= Tyler Austin Harper =

American writer and former academic

Tyler Austin Harper is an American writer and former academic. He is a staff writer at The Atlantic and was previously a professor of environmental studies at Bates College. The Chronicle of Higher Education has described him as an observer of academic politics known for criticism of racial tokenism, ideological conformity, and threats to academic freedom.

==Career==
Harper earned his bachelor's degree from Haverford College in 2014. He received a Ph.D. in comparative literature from New York University in 2020.

=== Bates College ===
From 2020 to 2025, he was an assistant professor of environmental studies at Bates College in Maine. At Bates, he taught courses on literature, film, and the history of science. Harper's academic research has focused on literary, filmic, and philosophical treatments of human extinction, ecological catastrophe, and climate change. His book project, provisionally titled The Paranoid Animal: Human Extinction Before the Bomb, examines the relationship between the emergence of science fiction and the discovery of the possibility of human extinction.

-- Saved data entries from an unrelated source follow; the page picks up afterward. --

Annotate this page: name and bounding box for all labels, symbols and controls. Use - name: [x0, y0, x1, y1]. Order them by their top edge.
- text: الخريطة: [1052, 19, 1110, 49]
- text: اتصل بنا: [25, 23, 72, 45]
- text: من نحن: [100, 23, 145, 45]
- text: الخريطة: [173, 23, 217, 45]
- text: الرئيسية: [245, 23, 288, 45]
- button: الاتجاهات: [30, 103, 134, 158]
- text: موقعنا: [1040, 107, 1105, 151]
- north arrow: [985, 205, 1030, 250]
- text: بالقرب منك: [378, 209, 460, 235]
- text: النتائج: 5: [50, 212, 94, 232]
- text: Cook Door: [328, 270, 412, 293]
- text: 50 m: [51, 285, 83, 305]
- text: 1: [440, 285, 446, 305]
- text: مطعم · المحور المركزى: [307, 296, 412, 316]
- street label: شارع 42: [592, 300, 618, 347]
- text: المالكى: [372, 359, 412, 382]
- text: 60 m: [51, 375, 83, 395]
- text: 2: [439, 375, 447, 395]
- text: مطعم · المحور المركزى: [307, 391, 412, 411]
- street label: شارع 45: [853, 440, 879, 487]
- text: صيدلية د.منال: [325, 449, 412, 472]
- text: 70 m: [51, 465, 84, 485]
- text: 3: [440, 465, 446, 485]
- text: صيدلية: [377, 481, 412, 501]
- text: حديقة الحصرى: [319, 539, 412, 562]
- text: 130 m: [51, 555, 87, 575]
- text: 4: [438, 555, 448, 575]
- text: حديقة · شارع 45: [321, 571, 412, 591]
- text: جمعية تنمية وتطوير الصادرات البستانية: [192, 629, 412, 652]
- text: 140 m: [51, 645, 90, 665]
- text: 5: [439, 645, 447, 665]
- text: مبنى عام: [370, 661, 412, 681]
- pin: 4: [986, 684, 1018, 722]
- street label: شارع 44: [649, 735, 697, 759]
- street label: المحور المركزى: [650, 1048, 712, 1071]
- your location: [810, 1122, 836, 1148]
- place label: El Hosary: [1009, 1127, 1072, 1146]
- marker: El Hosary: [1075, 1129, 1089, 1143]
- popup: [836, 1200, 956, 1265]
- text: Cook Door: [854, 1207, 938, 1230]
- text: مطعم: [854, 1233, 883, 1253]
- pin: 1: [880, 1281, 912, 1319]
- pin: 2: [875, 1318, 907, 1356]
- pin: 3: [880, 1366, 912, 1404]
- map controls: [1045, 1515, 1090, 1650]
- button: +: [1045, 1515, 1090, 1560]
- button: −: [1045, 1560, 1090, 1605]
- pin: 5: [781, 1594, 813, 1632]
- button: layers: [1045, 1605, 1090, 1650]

=== The Atlantic magazine ===
In 2025, he joined The Atlantic as a staff writer, after previously contributing to the magazine.

In August 2026, Harper published "Why I Quit the Tenure Track", an essay about his experiences at Bates and his criticisms of academic culture. The essay was subsequently the subject of an interview with Harper in The Chronicle of Higher Education. A few days later Harper wrote about the sudden death of Cambridge professor Jason Arday, characterizing the controversy surrounding allegations about Arday's work as involving "systemic, ritualized dishonesty". NPR's Morning Edition subsequently interviewed Harper about the case and its broader lessons.